Distribution of Sample Means

  • Definition: Different samples yield varied mean estimates but less spread out than original values.

Quality Assurance

  • Quality Assurance Process

    • Ensures item production is regulated and under control.

  • Control Chart

    • Plots sample results over time, including action and warning lines.

  • Action Lines

    • Often defined as mean ± 3 standard deviations; a value beyond this indicates a necessary process reset.

  • Warning Lines

    • Typically at mean ± 2 standard deviations; if exceeded, immediate further sampling is required.

Crude Rates and Standardization

  • Crude Rate

    • Expresses measurement per thousand (e.g., crude death rate).

  • Standardised Rates

    • Adjusts for age distribution to compare rates accurately across different populations; based on a standard population reference.
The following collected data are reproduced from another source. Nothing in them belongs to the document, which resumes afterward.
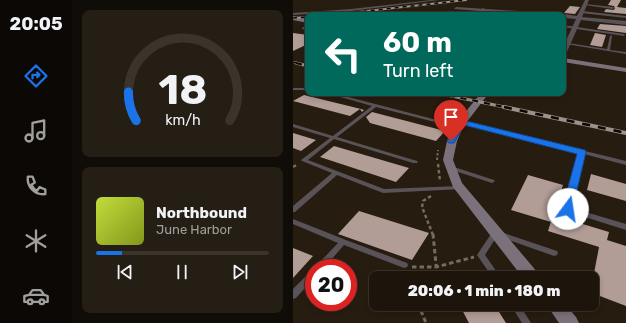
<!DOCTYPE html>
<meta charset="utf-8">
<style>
:root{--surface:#1d150c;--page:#251e15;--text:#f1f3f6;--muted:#a09f9d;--line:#3b342d;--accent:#1a73e8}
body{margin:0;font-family:Rubik,sans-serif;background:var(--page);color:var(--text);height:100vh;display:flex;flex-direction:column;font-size:15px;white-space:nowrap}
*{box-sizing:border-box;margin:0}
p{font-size:13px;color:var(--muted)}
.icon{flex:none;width:22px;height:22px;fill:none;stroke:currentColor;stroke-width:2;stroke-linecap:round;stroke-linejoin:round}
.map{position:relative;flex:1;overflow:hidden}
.details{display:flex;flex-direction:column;gap:10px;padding:10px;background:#100c07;width:221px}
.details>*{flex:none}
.hud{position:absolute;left:12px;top:12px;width:261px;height:84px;border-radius:8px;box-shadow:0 2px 6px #0003,0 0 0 1px var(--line);background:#00695c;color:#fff;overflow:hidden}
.speed{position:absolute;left:12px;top:259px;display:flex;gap:8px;font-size:20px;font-weight:700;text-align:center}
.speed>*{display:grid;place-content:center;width:52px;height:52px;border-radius:50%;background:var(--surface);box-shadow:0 2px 6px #0003,0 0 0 1px var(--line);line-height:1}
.speed .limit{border:6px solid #d22;background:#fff;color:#111}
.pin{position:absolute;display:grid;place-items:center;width:34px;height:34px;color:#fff;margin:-41px -17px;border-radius:50% 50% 50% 0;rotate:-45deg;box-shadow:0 0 4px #0007}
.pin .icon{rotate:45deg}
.me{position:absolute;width:44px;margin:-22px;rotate:14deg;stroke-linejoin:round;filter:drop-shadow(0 0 3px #0008)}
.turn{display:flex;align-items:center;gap:14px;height:84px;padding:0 12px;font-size:18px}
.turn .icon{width:52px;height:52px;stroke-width:2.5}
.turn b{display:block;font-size:28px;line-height:34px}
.details .tile{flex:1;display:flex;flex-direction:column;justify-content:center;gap:6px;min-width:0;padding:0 14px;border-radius:8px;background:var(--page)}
.details .dial{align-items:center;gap:0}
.dial svg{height:104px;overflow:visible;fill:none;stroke:var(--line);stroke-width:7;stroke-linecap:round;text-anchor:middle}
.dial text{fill:var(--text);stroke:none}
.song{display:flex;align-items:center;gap:12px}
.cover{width:48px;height:48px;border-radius:6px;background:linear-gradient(135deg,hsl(70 70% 55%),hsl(70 70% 35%))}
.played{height:4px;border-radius:2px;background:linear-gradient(90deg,var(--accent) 15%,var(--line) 15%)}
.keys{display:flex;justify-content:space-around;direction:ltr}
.trip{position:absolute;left:76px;top:271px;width:230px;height:40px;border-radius:8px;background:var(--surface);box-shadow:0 2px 6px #0003,0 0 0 1px var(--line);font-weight:800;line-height:40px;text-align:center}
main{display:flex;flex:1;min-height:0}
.dock{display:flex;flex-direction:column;width:72px;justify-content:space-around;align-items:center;background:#0c0805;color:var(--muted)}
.dock .icon{width:28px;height:28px}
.dock .active{color:var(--accent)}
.dock b{font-size:18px;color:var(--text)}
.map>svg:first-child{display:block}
.building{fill:#b19c96}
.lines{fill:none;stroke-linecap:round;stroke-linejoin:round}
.path-far2{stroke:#746b61;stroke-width:2;stroke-dasharray:2.5 2;stroke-linecap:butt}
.path-far1{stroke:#746b61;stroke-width:2.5;stroke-dasharray:3.5 2.5;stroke-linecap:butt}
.path{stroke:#746b61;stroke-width:3;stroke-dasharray:4.5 3;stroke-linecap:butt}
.service{fill:#595358;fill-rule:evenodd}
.minor{fill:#595358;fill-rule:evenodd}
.secondary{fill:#7b717a;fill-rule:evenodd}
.rail-far2-casing{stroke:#9b9289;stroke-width:2}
.rail-far1-casing{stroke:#9b9289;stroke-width:3}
.rail-casing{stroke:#9b9289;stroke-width:4}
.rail-far2{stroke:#0c0704;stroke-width:1.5;stroke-dasharray:4;stroke-linecap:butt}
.rail-far1{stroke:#0c0704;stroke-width:2;stroke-dasharray:6;stroke-linecap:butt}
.rail{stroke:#0c0704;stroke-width:2.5;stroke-dasharray:8;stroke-linecap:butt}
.route{fill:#1a73e8;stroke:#114b97}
</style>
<main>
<nav class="dock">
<b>20:05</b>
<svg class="icon active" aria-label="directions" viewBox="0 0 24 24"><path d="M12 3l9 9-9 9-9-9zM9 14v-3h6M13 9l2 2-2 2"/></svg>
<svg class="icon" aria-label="music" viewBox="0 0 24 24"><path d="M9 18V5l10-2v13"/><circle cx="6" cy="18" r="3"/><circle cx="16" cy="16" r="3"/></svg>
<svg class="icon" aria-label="phone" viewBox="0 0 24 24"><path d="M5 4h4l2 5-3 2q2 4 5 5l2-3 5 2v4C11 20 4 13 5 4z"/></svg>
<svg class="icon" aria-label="climate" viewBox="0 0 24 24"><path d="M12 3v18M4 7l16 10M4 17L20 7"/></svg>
<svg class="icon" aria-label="car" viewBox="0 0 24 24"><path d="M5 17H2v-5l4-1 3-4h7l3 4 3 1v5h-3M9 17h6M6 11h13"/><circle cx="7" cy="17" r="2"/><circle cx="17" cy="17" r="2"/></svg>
</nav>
<section class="details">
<div class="tile dial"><svg viewBox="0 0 100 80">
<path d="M14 69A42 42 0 1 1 86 69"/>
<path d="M14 69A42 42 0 0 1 8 47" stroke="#1a73e8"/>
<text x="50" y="56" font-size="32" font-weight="700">18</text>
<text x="50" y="72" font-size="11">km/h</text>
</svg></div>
<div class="tile">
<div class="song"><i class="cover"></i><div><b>Northbound</b><p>June Harbor</p></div></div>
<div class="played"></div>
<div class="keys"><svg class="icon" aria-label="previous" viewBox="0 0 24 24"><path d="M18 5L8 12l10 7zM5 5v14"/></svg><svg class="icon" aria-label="pause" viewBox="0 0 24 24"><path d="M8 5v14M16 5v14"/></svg><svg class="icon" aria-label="next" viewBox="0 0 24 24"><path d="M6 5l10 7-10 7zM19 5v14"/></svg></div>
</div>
</section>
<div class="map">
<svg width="333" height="323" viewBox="0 0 333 323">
<rect width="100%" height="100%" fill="#271c10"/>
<path class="building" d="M318 0H328L324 7 333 8V14L311 12 313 9 320 10 322 9 321 6 315 5Z
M277 6 287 7 282 14 271 13Z
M307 24 333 26V33L304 29Z
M0 33 15 35V44L0 51Z
M302 33 313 35 309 47 297 45Z
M11 95 68 109 71 110 69 112 67 109 57 116 0 101Z
M79 112 152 131 143 141 77 123 73 117Z
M0 133 23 140 8 151 0 148Z
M41 146 116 168 103 182 27 157Z
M298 174 333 184V201L294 190Z
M235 175 270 185 258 222 218 210Z
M66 211 136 233 119 260 45 234Z
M260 215 316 232 314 240 333 246V306L299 293V284L306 247 255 231Z
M0 248 20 256 0 278Z
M166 304H201L213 323H176Z"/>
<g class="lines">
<path class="path-far2" d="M144 160 145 150"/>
<path class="path-far1" d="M145 164 147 181
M0 167 5 164
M138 196 130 201 129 207 140 235"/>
<path class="path" d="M140 234 144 274 142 278
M119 267H143L181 257
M127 304 126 306 133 323"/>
<path class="service" d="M139 0H146L58 11 0 15V13L58 9Z
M292 4 320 7 321 8 320 9 291 5Z
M190 8 192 9 185 15H182Z
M289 11 333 16V18L288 13Z
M148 12 169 14 170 15 147 14Z
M270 25 331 34 332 35 331 36 270 27Z
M10 27 15 28V30L9 29Z
M318 35 319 36 317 50 333 52V54L273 44 275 43 314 49 317 36Z
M0 88H15V90H0Z
M33 93H40L167 126V127L165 128 83 107 44 137 124 161 125 162 124 163H120L41 139 15 160 91 189 167 186 169 187 170 188 169 189 90 193 44 175 2 212H0V206L39 173 9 161 8 160 37 138 0 127V124L40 136 79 106Z
M167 121H169L333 161V165L291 154 279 208 333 224V230L273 211 272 209 286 153 167 123Z
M158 166 201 180 202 181 199 183 156 169 155 168Z
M0 219 53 240 114 263 115 265 114 267 111 268 51 245 31 268H22L23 266 45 243 0 224Z
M202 230 264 251 265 253 264 255 261 256 204 236 192 255 208 278H200L184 255 200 231Z
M21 270V278L3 298 0 299V289L18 271Z
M217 304H226L238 323H229Z"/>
<path class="minor" d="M292 0H296L289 17 333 21V25L288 20 273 54 270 56V47L283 19 270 18V15H268L270 14 284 16Z
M163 7 256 13 259 15H236L161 9Z"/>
<path class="secondary" d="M0 16 15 19V23L0 20Z
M270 58 333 68V72L270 62Z
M188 93H196L170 127 164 141 160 160 169 183 245 273 247 278H230L160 187 150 160 154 141 160 127Z
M253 304H272L283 317 286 323H266Z"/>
<g class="rail-far2-casing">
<path id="rail-far2" d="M38 15 173 0
M0 18 15 17
M0 62 7 64"/>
</g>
<g class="rail-far1-casing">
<path id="rail-far1" d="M3 63 15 66
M144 93 216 108"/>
</g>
<g class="rail-casing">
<path id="rail" d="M211 107 333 133"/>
</g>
<use href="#rail-far2" class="rail-far2"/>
<use href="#rail-far1" class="rail-far1"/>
<use href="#rail" class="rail"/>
</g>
<path class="route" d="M169 120 292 150 293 152 279 211H271L269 209 284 154 171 125 161 143H156L154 141C158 133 161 123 169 120Z"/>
</svg>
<div class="speed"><div class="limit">20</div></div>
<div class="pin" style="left:158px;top:141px;background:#d93025"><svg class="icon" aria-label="arrive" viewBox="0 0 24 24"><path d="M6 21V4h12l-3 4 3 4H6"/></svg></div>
<svg class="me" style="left:275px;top:209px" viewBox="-20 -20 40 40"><circle r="19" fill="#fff"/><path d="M0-13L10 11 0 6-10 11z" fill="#1a73e8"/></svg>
<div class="trip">20:06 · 1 min · 180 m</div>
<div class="hud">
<div class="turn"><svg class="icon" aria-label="left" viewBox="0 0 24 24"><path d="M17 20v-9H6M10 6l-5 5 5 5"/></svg><div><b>60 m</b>Turn left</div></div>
</div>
</div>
</main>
Page 4: Probability Concepts

Sample Space Diagram

  • Definition: Illustrates all potential outcomes (e.g., summing two dice).

Mutually Exclusive Events

  • Definition: Events that cannot occur simultaneously; probabilities sum to one.

Exhaustive Events

  • Definition: All possible outcomes included; total probability equals one.

Relative Frequency

  • Definition: Reflects experimental probability; key for estimating probabilities.

  • Conditional Probability

    • Represents the likelihood of event A occurring given that B has occurred; denoted as P(A|B).

Independence

  • Definition: If two events are independent, P(A|B) = P(A), thus P(A) × P(B) = P(A and B).

Risk Concepts

  • Absolute Risk

    • The direct chance of an event occurring.

  • Relative Risk

    • Comparatively assesses the likelihood of an event concerning another; not confined to a 0-1 scale (e.g., a relative risk of 2 implies double likelihood).

Binomial Distribution (B(n, p))

  • Definition: Models two possible outcomes with defined parameters (e.g., heads or tails).

  • Key Characteristics:

    • Fixed number of trials.

    • Independent outcomes.

    • Constant success probability.

Normal Distribution (N(μ, σ²))

  • Defines a bell-shaped curve, where most values fall within 3 standard deviations of the mean.

  • Key Properties:

    • Continuous variables.

    • Symmetry around the mean, where mean = median = mode.

    • Approximately 99.8% of values fall within 3 standard deviations of the mean; 95% within 2 standard deviations.